KQL self-join pattern

In my day job, I spend a lot of time querying and analysing vast amounts of security data in Azure Data Explorer (ADX)/Kusto to find interesting patterns and prototype detections.

A common KQL pattern that I find particularly useful is the self-join - where a cached, pre-filtered table is joined back to itself to further filter.

Taxi Example

For this example, we’ll re-use the Seaborn Taxis.csv sample dataset (loaded with externaldata).

let TaxiData = externaldata(
    Pickup:datetime,
    Dropoff:datetime,
    Passengers:int,
    Distance:real,
    Fare:real,
    Tip:real,
    Tolls:real,
    Total:real,
    Color:string,
    Payment:string,
    PickupZone:string,
    DropoffZone:string,
    PickupBorough:string,
    DropoffBorough:string
) [
    "https://raw.githubusercontent.com/mwaskom/seaborn-data/master/taxis.csv"
] with(format='csv', ignoreFirstRecord=true);
TaxiData
| where isnotempty(PickupBorough)
| where PickupBorough == DropoffBorough

Suppose (for the sake of an example) that we’re interested in statistics for journeys within a single borough, that start and end in ‘frequently used’ zones (so, we’ll filter out unpopular zones).

Here is the distribution of journeys by PickupZone and DropoffZone:

Taxi Journeys by Pickup Zone

Taxi Journeys by Dropoff Zone

So, ~20 feels like a good threshold to use.

Summarisation

The KQL summarize operator is the best way to generate summary statistics for rows of data. So, we can do something like the following:

TaxiData
| where isnotempty(PickupBorough)
| where PickupBorough == DropoffBorough
| summarize Count = count() by PickupZone
| where Count >= 20
| order by Count desc

Which gives us our set of PickupZones with >= 20 journeys:

Taxi Journeys by Pickup Zone

However, because we’ve summarised, we’ve lost the original data!

Self-Join

This is where self-join is particularly useful - we can summarize within an inner join clause to select the original rows that meet our summarisation criteria - but without losing the original rows.

Typically, the query will proceed as follows:

  1. Get some large set of rows and pre-filter these.

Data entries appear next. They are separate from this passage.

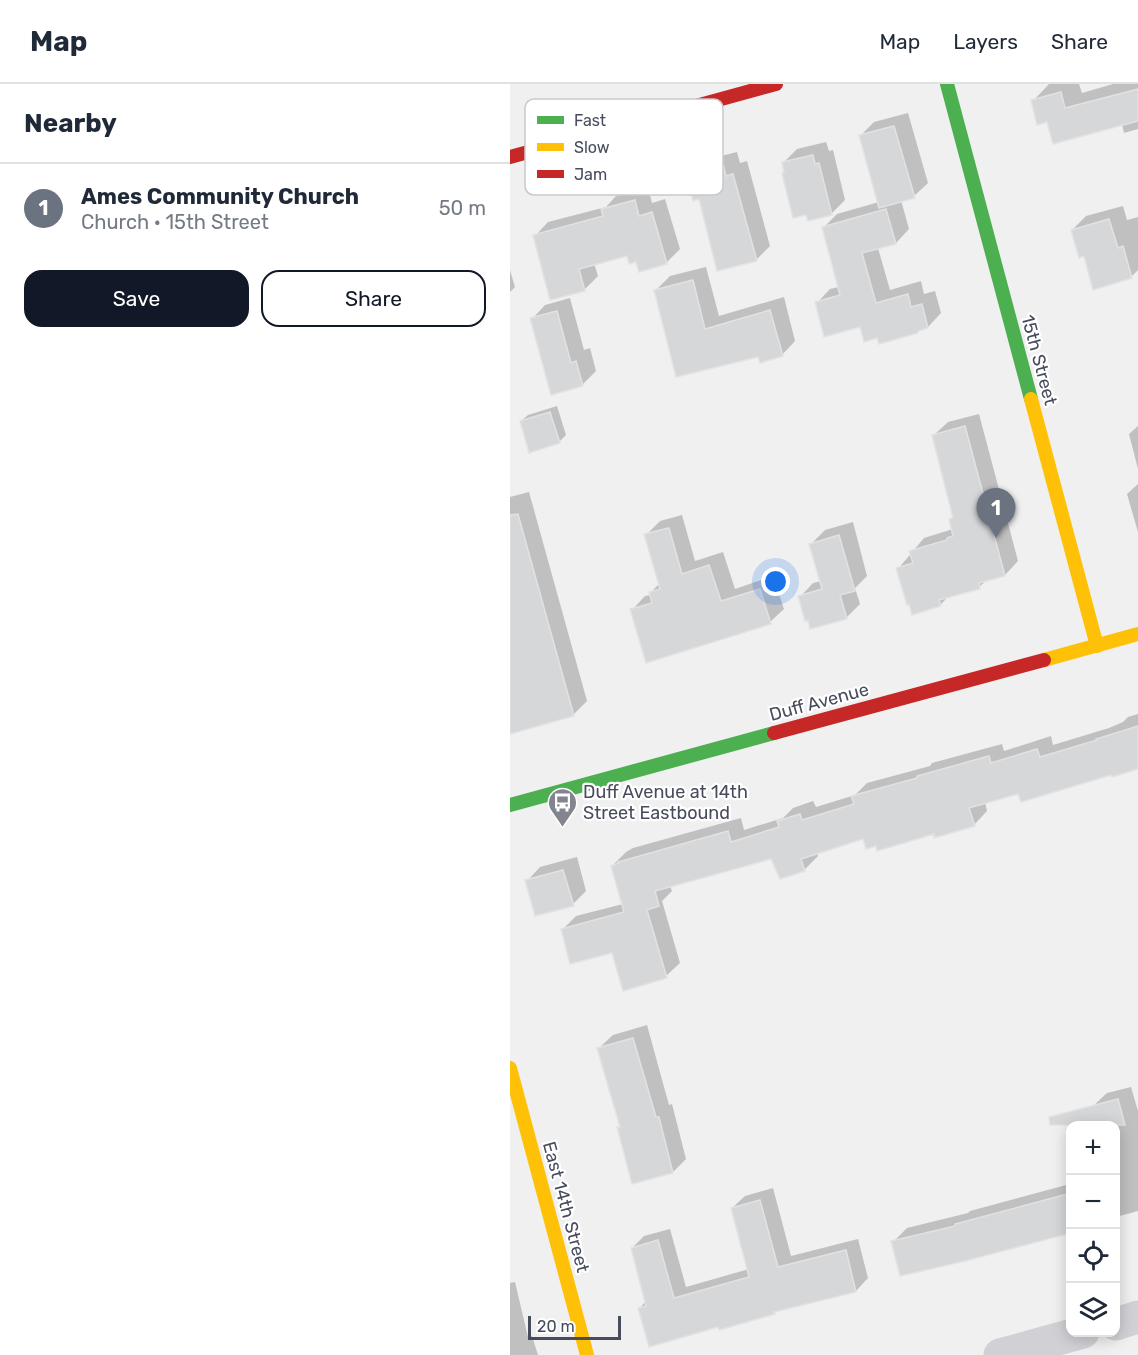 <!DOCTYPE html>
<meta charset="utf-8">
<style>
body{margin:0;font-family:Rubik,sans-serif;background:#f6f6f7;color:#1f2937}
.controls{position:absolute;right:18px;bottom:18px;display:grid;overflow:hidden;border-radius:12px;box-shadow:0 3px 15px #0003}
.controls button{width:54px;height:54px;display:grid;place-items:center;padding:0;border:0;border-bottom:2px solid #e0e1e3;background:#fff;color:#1f2937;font:30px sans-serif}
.scale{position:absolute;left:18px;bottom:15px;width:93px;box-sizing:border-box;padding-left:6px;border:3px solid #474c5d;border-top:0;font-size:16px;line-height:21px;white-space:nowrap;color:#474c5d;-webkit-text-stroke:4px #fff;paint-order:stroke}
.you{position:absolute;left:266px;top:498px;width:21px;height:21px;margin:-15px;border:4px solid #fff;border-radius:50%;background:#1a73e8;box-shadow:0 0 0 9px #1a73e833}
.badge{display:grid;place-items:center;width:39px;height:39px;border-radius:50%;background:#111827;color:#fff;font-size:20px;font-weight:700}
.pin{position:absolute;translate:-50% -50px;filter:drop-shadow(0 2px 3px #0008)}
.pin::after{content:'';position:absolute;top:32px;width:21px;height:18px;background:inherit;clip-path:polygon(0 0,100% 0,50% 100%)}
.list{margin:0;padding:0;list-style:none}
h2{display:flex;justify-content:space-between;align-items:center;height:78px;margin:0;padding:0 24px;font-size:26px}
h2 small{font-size:20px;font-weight:400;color:#747a83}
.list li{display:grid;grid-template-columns:39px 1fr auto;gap:18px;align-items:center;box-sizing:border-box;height:90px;padding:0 24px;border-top:2px solid #e0e1e3}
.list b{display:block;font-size:22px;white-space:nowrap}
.list p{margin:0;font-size:20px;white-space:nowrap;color:#747a83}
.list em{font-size:20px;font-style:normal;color:#747a83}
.actions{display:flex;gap:12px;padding:18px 24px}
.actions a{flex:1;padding:14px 0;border:2px solid #111827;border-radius:18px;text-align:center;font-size:21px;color:#111827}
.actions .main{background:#111827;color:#fff}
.icon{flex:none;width:33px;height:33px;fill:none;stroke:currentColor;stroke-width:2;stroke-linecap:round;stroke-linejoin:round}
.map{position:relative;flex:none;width:628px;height:1271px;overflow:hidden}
header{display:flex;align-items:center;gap:36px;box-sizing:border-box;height:84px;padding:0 30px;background:#fff;border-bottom:2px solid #e0e1e3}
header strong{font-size:28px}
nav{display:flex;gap:33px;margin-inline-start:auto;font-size:21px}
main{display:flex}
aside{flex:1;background:#fff}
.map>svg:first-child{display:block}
.shadow{fill:#0003}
.building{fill:#d6d7d9;stroke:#e2e2e3;stroke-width:1.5}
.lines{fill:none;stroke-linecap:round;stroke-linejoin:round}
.street{stroke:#d1d1d5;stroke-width:33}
.fast{stroke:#4caf50;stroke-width:14}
.slow{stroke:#ffc107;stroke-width:14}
.jam{stroke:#c62828;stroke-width:14}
.labels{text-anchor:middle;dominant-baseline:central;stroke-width:4.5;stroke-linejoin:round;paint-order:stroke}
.street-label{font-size:18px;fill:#474c5d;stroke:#fff}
.poi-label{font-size:18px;fill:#474c5d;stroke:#fff;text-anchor:start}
.key{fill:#fff;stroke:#c8c9ce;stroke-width:1.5}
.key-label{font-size:16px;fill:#474c5d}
</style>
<header>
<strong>Map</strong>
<nav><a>Map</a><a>Layers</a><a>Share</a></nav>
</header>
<main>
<aside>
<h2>Nearby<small></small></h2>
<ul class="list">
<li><span class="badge" style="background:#6b7280">1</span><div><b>Ames Community Church</b><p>Church · 15th Street</p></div><em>50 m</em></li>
</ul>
<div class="actions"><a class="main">Save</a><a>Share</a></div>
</aside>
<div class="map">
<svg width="628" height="1271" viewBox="0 0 628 1271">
<rect width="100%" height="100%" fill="#f1f0f0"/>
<path class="shadow" d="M 539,0 L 569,0 L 572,9 L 603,0 L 628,0 L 628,45 L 614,49 L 612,40 L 538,36 L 523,17 Z
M 398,29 L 418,99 L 404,112 L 391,116 L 399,145 L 386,159 L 368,164 L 380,206 L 411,197 L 414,210 L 425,207 L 431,229 L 418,243 L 407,248 L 368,252 L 307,219 L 320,205 L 329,203 L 313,144 L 327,130 L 369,118 L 350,52 L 364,38 Z
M 316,58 L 319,67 L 323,66 L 335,116 L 321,130 L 276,88 L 273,79 L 287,65 Z
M 227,68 L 230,79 L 237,77 L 260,162 L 246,176 L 190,114 L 178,90 L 191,77 Z
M 138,103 L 142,119 L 155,115 L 170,165 L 156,179 L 127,176 L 118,170 L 84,179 L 88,192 L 74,206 L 25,152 L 38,138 L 96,123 L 106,112 Z
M 613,122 L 617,136 L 628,133 L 628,186 L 621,193 L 575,171 L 562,146 L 576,132 Z
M 196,183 L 209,232 L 274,213 L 285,257 L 272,271 L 249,271 L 168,292 L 146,206 L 160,192 Z
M 0,186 L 5,203 L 0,208 Z
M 60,214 L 74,266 L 80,264 L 86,287 L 72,301 L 22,235 L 35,221 Z
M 47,322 L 56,351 L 49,358 L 11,337 L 18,331 Z
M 469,330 L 508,477 L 495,491 L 478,495 L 469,503 L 440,511 L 430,521 L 388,485 L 414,454 L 443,445 L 440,436 L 444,432 L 424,351 L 438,338 Z
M 628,342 L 628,385 L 619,350 Z
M 628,400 L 628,448 L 617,410 Z
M 19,408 L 77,617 L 63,631 L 0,649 L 0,413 Z
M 172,431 L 185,477 L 213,468 L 225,505 L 263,492 L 274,525 L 260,538 L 122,526 L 135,512 L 141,511 L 140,509 L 150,499 L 136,451 L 150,437 Z
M 343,438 L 357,492 L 345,504 L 350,520 L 336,534 L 290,513 L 303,499 L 311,497 L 301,460 L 315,446 Z
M 628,630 L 628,684 L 509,708 L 475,718 L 477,727 L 464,741 L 366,760 L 354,753 L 307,768 L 308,772 L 294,786 L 262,773 L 160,802 L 162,807 L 152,817 L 170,879 L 156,892 L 52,846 L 66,832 L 113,820 L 102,782 L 116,768 L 123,764 L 231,734 L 234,746 L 273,734 L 283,724 L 303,717 L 306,723 L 345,711 L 357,699 L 420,682 L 422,679 L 492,660 L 494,667 L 541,652 L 543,661 L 599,644 L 613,638 L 618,633 Z
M 67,773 L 76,807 L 63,820 L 17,797 L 30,783 Z
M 137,941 L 159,1021 L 162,1020 L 176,1075 L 163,1088 L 109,1044 L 112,1041 L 89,964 L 103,951 Z
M 621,1003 L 628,1027 L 628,1127 L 606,1133 L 606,1042 L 588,1042 L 583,1022 L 597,1009 Z
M 560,1100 L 560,1146 L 383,1158 L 397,1144 L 458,1129 L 460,1127 Z
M 263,1104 L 281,1172 L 348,1155 L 358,1194 L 346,1207 L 209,1241 L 129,1225 L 136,1217 L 122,1164 L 134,1152 L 160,1145 L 176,1203 L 239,1185 L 222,1124 L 235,1112 Z
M 5,1198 L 18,1253 L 22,1252 L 28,1271 L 0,1271 L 0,1199 Z"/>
<path class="building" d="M 628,5 L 628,37 L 543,60 L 537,38 L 527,41 L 521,16 L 551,8 L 555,24 Z
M 384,42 L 405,114 L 369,124 L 349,51 Z
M 303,71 L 305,80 L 309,79 L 322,131 L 298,137 L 296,131 L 283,134 L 272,89 L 274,89 L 272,78 Z
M 213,80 L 216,92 L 223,90 L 247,177 L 207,187 L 189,115 L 183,117 L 176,90 Z
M 125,116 L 129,132 L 142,128 L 157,180 L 129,188 L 126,178 L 119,180 L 117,172 L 69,185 L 75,207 L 40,216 L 23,151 L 93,132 L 91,125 Z
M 376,125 L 386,160 L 352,169 L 366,219 L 398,210 L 401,223 L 412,220 L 418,244 L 408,247 L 408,249 L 369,260 L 367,254 L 354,258 L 350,243 L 314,253 L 305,218 L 330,211 L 312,143 Z
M 599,135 L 608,164 L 613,162 L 622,194 L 583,206 L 574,172 L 569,174 L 561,146 Z
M 183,196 L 195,245 L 260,226 L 273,272 L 250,279 L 248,273 L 166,293 L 144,206 Z
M 47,227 L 61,279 L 66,277 L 73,302 L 41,311 L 20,234 Z
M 40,328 L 50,359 L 19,369 L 10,337 Z
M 455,342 L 495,492 L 469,499 L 470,505 L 429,516 L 431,522 L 402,531 L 399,520 L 397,521 L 386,484 L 403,479 L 399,467 L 437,456 L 437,454 L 443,452 L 439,435 L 443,434 L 422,351 Z
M 8,430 L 64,632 L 0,650 L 0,431 Z
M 159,444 L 172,490 L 199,481 L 211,517 L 250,505 L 261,540 L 136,579 L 120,525 L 142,519 L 139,508 L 150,505 L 134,450 Z
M 329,451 L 345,507 L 330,511 L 337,535 L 300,545 L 298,536 L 295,537 L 288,512 L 312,505 L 299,460 Z
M 628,642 L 628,685 L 602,693 L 601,691 L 511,718 L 508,710 L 459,724 L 465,742 L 424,754 L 424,750 L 367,767 L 366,762 L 356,765 L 353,755 L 291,775 L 295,787 L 270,795 L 261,775 L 145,807 L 149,822 L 137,826 L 157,894 L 113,907 L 102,869 L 60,880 L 51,845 L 114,828 L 101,782 L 109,779 L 108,778 L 218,747 L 221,758 L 269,743 L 267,737 L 290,730 L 292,736 L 344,720 L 341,712 L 407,694 L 407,692 L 479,672 L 481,679 L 527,665 L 530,673 L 587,656 L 586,655 Z
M 53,786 L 64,822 L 25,832 L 15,796 Z
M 123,954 L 146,1033 L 149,1033 L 163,1089 L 122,1100 L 107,1043 L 110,1043 L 87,964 Z
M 608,1015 L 615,1041 L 540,1041 L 539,1033 Z
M 561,1109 L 561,1149 L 455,1177 L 390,1192 L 381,1157 L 445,1142 L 445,1140 Z
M 250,1116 L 268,1183 L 336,1166 L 346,1208 L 264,1228 L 265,1230 L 209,1246 L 208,1243 L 139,1263 L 128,1224 L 136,1222 L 121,1164 L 148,1156 L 164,1214 L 239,1193 L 221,1124 Z"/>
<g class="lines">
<path class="street" d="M 606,1240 L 628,1233
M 490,1271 L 573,1248"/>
<path class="fast" d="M 437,0 L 521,315
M 0,721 L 264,649"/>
<path class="slow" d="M 521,315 L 587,562
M 534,576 L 628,550
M 0,984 L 77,1271"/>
<path class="jam" d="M 0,73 L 266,0
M 264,649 L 534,576"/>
</g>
<defs>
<symbol id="bus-pin" viewBox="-11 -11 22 30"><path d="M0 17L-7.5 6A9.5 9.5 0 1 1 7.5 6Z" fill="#828590" stroke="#fff"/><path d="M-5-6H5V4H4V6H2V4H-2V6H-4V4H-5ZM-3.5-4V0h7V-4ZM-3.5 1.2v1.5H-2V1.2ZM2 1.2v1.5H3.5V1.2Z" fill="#fff"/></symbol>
</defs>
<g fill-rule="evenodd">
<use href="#bus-pin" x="36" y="702" width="33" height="45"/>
</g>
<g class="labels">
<g class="street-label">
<text transform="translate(529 276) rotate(75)">15th Street</text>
<text transform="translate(309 618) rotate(-15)">Duff Avenue</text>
<text transform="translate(56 1123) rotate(75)">East 14th Street</text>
</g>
<g class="poi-label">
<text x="73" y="708">Duff Avenue at 14th<tspan x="73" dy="21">Street Eastbound</tspan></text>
</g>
</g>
<rect x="15" y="15" width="198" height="96" rx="9" class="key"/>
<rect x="27" y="32" width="27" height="8" fill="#4caf50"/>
<rect x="27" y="59" width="27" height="8" fill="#ffc107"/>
<rect x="27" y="86" width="27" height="8" fill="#c62828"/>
<g class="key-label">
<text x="64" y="42">Fast</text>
<text x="64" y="69">Slow</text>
<text x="64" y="96">Jam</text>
</g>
</svg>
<div class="controls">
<button>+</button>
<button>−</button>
<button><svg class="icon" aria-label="locate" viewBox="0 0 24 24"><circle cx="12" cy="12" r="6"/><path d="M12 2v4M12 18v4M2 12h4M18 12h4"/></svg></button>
<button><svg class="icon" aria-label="layers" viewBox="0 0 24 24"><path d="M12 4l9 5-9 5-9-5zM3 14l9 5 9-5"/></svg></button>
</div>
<div class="scale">20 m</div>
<div class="you"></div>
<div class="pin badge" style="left:486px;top:454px;background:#6b7280">1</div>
</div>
</main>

Save these pre-filtered rows with a let X = ....
  2. inner join X against itself, based on some summarize ... criteria to select interesting rows.

Simple Self-Join

A basic self-join will look like:

X
| join kind=inner (
    X
    | summarize Count = count() by Y
    | where Count >= 10
  ) on Y

This will give us all rows in X that have a value for Y where that Y appears in >= 10 rows.

Taxi Self-Join

So, as an example for our Taxi data, we can do something like the following:

let TaxiData = externaldata(
    Pickup:datetime,
    Dropoff:datetime,
    Passengers:int,
    Distance:real,
    Fare:real,
    Tip:real,
    Tolls:real,
    Total:real,
    Color:string,
    Payment:string,
    PickupZone:string,
    DropoffZone:string,
    PickupBorough:string,
    DropoffBorough:string
) [
    "https://raw.githubusercontent.com/mwaskom/seaborn-data/master/taxis.csv"
] with(format='csv', ignoreFirstRecord=true);
let SameBoroughTaxiData = TaxiData
| where isnotempty(PickupBorough)
| where PickupBorough == DropoffBorough;
SameBoroughTaxiData
// Select rows that pickup from a common zone
| join kind=inner (
    SameBoroughTaxiData
    | summarize PickupZoneJourneyCount = count() by PickupZone
    | where PickupZoneJourneyCount >= 20
  ) on PickupZone
| project-away PickupZone1
// Select rows that dropoff to a common zone
| join kind=inner (
    SameBoroughTaxiData
    | summarize DropoffZoneJourneyCount = count() by DropoffZone
    | where DropoffZoneJourneyCount >= 20
  ) on DropoffZone
| project-away DropoffZone1
// Continue analysis ...

Which gives us a table of individual journey rows, where the journey is within the same borough, and where the start and end zones are frequently used. We can now continue our analysis to produce interesting stats based on just these rows.

Interesting analysis left as an exercise for the reader…

Additional Notes

  1. Rather than let X = ..., an alternative is to use the | as operator to capture an intermediate table state.
  2. materialize() or | as hint.materialized=true will come in useful for large or complex datasets.
  3. leftsemi or leftanti are also interesting join types that are often useful with this pattern.